On Thursday morning it will be Level 3's turn to reveal its Q1 earnings report. The company has changed the way it will break down its revenues, and we therefore will not be getting information on the four customer facing market groups this time, but rather by customer grouping: Wholesale, Large Enterprise and Federal, Mid-Market, and Europe. That will make things read a bit differently, but it doesn't change the basic dynamic of what Level 3 Communications (NYSE:LVLT, news, filings) needs to do this year: return to revenue growth. Here is a quick tabular rundown of what I am expecting in the context of the prior two quarters in the new reporting format:
|$ in millions||Q3/2009||Q4/2009||
|- Large Enterprise & Federal||123||129||131|
|Core Network Services Revenue||700||706||711|
|Total Communications Revenue||901||906||905|
|- Communications Cost of Revenue||369||361||365|
|- Communications Cash SG&A||316||328||325|
|Communications Adjusted EBITDA||215||216||215|
|Free Cash Flow||9||97||(50) - (100)
Revenue: The first quarter is rarely a big one for sequential revenue growth in this sector, and I see no reason for things to be different this time.
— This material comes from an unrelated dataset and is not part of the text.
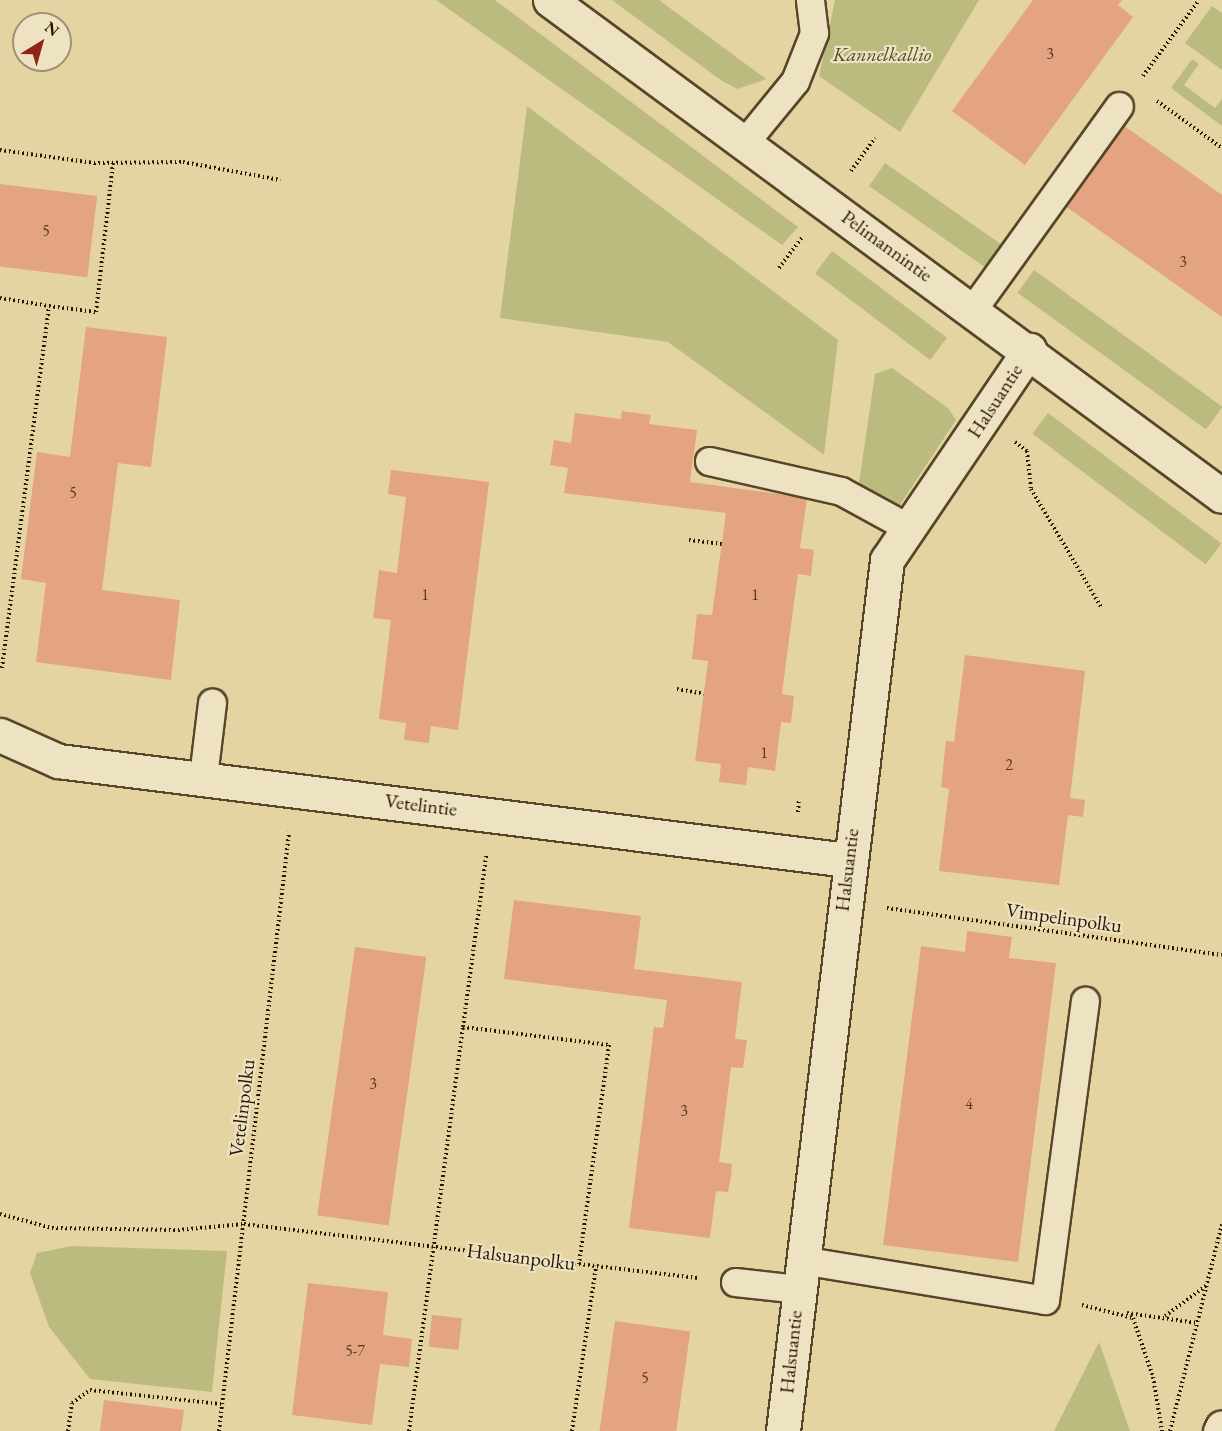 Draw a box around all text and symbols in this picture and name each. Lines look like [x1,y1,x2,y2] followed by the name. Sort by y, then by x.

Amongst the wholesale and large-enterprise/federal groupings, the goal is to see another quarter of sequential growth to start the year on the right foot. In the mid-market grouping the goal remains merely to stabilize - the company's local market initiative should become extensive enough to swing this number sometime this year but perhaps not yet. Over in Europe, there are probably foreign exchange headwinds but in constant currency terms I hope to see a return to steady growth.
Adjusted EBITDA & margins: Unless there is a revenue surprise, I don't expect EBITDA to change very much this quarter nor should EBITDA margins change all that much. Improvement would be very welcome though.
Capex and Cash Flows: In this sector, working capital tends to flow out in Q1 and Q2, and back in during Q3 and Q4. That means free cash flow will likely swing back to the negative side regardless of other metrics - although the magnitude is never particularly predictable. Key to watch will be the capex number, which was small throughout 2009 as the company conserved cash and fought churn. A return to growth by necessity will require an increase in success-based capex, and in fact may be preceded by it. Level 3 has been making expansive noises since winter, and that leads me to expect that spending will have risen in Q1 - but we shall see.
M&A: Unless there is a big announcement before earnings (you never know), the company will surely tow the same line as always and express its willingness and interest if the right opportunity arises and that consolidation is inevitable - but no comment on any particular scenarios.
Balance Sheet: Last week Level 3 announced it would call its 10% senior debt due 2011 a year early, and what management says about the reasons will probably be closely watched. IMHO this move doesn't really affect the likelihood of a big M&A move this year, simply because the money they are using was earmarked long ago to buy back this debt - it wasn't cash they could have used in an acquisition anyway. By calling it early, they save a few million bucks in interest - plus this was expensive money and they've been trying to get rid of it for years including by swapping it for equity a few years ago.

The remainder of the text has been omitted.